一見アイドルという仕事がしやすくなった様に感じますが、私はこれは別に理解度が増した訳でも、令和的価値観になって来た訳ではなく、本質は何も変わっていないのではないかと思っています。
■推しとの距離感の変化
まず、推しに早く結婚して欲しいと言い出す人達が現れた背景には、推しとの距離感の変化が関係していると思います。
昭和の時代は推しの内面を知れるのは、雑誌のインタビューなどだけで、本心を聞く機会すらありませんでした。
この遠すぎる関係の中で、推しにとって特別な存在というと「恋人」がスタンダードで、推しの結婚によってそのポジションに絶対なれないと宣告されれば荒れるのは仕方がありません。
そして自分以外の他のファンと交友する機会も少ないので、自分が最も推しを愛していると思い込みやすい。
その結果が結婚を受け入れられないファンになるのです。
そして平成は今との中間、推しとの距離は少し縮まりました。
雑誌は精々月一でしたが、スマホの普及、SNSの台頭でほぼ毎日推しの考えてること、好きなものが知れる。

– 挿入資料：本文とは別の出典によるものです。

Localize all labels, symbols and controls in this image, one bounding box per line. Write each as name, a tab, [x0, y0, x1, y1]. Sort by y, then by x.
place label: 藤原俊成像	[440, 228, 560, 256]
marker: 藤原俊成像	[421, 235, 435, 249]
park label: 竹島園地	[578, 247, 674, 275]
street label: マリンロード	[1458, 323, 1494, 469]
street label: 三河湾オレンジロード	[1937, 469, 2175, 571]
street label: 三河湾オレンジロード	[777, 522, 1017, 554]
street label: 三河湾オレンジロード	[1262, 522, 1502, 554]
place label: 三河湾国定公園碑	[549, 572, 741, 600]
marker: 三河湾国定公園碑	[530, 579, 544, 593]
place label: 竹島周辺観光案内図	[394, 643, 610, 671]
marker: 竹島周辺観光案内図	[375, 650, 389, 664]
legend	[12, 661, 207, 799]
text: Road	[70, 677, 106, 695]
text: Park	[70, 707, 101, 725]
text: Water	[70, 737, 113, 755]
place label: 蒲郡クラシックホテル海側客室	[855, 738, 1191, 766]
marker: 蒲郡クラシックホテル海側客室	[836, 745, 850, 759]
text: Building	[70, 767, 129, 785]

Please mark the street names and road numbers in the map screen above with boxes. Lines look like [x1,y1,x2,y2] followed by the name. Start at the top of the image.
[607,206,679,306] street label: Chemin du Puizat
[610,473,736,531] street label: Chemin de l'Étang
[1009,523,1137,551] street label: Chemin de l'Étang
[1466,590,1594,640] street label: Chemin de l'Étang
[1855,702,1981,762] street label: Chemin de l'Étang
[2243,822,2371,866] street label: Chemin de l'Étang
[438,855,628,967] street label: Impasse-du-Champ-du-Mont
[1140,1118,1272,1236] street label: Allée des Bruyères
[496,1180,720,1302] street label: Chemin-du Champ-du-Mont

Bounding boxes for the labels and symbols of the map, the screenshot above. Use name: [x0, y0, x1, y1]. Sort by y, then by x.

手紙などの手間をかけなくても手軽にコメントを送れるし、運が良ければ返信も貰える。
毎日毎日好きを伝えられる。
一方的に知り、一方的に伝える関係だけれど、より密な関係になれたように錯覚します。
でも他のファンの存在も可視化され始めます。そうなると「他のファンとは違う」所を見せたくなり
架空の匂わせ投稿をしたり、繋がりがある事を匂わせたり、他のファンより近い存在であるとアピールするのが平成の拗らせたファンの在り方でした。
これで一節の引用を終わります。